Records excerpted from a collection
==========

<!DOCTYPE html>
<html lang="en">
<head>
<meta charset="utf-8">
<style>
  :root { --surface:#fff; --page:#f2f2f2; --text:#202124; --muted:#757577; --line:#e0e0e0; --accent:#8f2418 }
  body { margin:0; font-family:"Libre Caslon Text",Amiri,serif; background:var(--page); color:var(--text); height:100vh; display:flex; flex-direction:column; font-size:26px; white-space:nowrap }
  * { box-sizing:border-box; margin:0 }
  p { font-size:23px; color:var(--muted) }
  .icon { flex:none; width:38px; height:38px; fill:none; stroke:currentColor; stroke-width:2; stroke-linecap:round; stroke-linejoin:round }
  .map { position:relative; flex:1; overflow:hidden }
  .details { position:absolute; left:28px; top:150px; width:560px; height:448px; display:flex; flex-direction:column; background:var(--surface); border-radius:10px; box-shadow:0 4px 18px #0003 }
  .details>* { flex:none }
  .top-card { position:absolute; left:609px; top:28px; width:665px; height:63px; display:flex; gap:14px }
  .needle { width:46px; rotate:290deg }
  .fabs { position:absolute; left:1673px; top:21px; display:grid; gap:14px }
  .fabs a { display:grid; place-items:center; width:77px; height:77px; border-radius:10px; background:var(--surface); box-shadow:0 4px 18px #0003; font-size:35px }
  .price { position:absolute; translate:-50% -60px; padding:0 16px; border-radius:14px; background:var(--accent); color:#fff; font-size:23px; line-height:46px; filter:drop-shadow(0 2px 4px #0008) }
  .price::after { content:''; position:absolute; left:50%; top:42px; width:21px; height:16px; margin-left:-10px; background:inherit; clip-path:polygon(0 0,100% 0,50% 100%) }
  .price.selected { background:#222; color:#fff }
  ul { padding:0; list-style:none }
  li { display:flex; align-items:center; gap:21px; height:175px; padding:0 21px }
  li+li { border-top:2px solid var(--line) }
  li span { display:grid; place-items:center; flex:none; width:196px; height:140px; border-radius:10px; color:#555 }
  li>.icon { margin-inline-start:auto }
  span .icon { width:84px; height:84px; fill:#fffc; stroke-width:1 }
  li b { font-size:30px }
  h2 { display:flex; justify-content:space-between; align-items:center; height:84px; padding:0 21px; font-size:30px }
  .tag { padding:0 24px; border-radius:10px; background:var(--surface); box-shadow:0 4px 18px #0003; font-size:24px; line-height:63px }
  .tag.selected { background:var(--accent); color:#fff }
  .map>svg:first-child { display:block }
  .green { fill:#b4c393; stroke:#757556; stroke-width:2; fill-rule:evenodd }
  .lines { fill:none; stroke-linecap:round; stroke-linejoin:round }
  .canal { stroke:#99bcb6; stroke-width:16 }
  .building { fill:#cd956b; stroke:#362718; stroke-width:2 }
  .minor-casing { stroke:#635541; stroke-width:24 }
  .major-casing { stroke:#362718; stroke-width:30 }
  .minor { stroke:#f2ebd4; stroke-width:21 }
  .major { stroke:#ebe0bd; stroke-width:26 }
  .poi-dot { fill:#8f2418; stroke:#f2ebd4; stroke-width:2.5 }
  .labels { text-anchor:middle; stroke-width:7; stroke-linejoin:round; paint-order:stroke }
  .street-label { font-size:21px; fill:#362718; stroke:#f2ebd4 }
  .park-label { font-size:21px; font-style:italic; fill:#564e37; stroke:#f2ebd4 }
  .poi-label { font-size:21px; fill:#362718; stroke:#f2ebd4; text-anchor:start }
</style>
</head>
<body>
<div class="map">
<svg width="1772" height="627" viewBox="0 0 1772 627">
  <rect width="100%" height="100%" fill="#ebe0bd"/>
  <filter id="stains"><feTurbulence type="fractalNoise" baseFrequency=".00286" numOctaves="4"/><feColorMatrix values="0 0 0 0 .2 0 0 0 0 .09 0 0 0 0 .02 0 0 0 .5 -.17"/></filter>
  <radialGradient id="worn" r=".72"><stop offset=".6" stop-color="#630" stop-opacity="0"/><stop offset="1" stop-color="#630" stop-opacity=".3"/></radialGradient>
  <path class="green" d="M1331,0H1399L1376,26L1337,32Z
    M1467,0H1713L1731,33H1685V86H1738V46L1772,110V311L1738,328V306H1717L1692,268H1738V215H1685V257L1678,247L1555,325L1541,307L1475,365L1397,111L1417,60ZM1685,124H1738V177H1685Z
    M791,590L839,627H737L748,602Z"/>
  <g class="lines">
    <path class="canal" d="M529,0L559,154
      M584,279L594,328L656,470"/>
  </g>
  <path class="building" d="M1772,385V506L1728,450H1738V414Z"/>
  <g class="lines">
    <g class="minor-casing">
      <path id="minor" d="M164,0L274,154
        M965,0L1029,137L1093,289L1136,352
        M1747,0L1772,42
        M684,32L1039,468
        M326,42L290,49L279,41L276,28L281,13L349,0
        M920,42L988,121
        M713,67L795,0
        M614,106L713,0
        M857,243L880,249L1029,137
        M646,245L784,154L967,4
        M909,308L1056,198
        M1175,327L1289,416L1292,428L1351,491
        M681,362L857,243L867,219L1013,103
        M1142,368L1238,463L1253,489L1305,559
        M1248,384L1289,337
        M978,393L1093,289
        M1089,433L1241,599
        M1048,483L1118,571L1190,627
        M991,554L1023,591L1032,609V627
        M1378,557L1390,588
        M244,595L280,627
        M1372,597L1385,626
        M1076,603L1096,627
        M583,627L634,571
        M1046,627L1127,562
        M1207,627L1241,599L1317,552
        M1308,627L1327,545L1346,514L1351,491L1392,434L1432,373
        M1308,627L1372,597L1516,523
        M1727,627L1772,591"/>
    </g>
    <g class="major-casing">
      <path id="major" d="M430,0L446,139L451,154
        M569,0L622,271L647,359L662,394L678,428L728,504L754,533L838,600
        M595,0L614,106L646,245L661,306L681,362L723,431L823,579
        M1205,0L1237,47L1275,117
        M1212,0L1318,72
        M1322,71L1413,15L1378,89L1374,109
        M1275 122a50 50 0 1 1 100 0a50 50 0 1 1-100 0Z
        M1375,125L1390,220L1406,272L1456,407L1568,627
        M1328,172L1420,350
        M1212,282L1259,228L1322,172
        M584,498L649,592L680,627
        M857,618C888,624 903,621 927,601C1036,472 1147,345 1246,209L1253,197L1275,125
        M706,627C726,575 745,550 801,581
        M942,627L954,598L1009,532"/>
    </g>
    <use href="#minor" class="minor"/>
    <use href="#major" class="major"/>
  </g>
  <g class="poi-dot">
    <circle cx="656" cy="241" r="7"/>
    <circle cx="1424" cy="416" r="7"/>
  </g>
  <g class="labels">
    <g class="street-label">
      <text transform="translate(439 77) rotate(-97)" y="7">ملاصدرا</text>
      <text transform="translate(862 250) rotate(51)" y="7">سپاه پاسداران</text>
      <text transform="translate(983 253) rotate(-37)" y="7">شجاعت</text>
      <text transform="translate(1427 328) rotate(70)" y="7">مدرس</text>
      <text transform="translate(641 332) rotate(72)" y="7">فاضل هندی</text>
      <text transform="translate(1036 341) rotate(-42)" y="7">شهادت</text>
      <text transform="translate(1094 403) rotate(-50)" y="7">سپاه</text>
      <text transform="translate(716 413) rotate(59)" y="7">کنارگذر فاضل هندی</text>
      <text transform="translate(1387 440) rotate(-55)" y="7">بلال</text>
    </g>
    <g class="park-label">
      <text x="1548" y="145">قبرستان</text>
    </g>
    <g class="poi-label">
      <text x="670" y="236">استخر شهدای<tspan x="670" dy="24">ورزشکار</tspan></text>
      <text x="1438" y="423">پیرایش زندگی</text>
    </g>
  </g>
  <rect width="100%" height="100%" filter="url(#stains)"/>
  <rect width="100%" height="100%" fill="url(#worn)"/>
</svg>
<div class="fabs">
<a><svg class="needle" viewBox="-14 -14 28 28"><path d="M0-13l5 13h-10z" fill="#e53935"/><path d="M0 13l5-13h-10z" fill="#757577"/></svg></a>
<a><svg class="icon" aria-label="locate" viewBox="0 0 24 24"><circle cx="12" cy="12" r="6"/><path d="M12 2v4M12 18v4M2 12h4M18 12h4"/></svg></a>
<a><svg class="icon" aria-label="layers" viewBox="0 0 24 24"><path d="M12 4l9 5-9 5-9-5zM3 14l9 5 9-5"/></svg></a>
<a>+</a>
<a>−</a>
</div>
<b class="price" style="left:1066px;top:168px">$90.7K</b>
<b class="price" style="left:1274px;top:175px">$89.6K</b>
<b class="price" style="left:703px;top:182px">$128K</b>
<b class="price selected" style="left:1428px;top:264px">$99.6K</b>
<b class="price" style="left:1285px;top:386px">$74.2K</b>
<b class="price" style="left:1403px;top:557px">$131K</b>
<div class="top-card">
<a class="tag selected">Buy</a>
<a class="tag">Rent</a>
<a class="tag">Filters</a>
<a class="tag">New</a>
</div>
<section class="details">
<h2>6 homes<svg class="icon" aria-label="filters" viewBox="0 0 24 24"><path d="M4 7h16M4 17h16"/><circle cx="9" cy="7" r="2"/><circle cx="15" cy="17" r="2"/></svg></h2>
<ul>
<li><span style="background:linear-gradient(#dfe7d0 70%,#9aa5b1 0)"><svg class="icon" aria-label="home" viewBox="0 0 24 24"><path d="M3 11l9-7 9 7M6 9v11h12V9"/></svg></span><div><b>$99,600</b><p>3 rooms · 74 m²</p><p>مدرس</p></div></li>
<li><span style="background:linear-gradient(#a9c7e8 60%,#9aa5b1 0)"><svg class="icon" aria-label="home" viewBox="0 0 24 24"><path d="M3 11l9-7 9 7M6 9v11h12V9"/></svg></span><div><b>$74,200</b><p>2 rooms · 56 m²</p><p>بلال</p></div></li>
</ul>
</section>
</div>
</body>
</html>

==========

YOUR OBJECTIVE:
Which lines run from the one holding "position:absolute; left:609px; top:28px;" through the one holding "position:absolute; left:1673px; top:21px;" in the records above? Repeat them exactly, both included, and nothing more.

TASK RESPONSE:
  .top-card { position:absolute; left:609px; top:28px; width:665px; height:63px; display:flex; gap:14px }
  .needle { width:46px; rotate:290deg }
  .fabs { position:absolute; left:1673px; top:21px; display:grid; gap:14px }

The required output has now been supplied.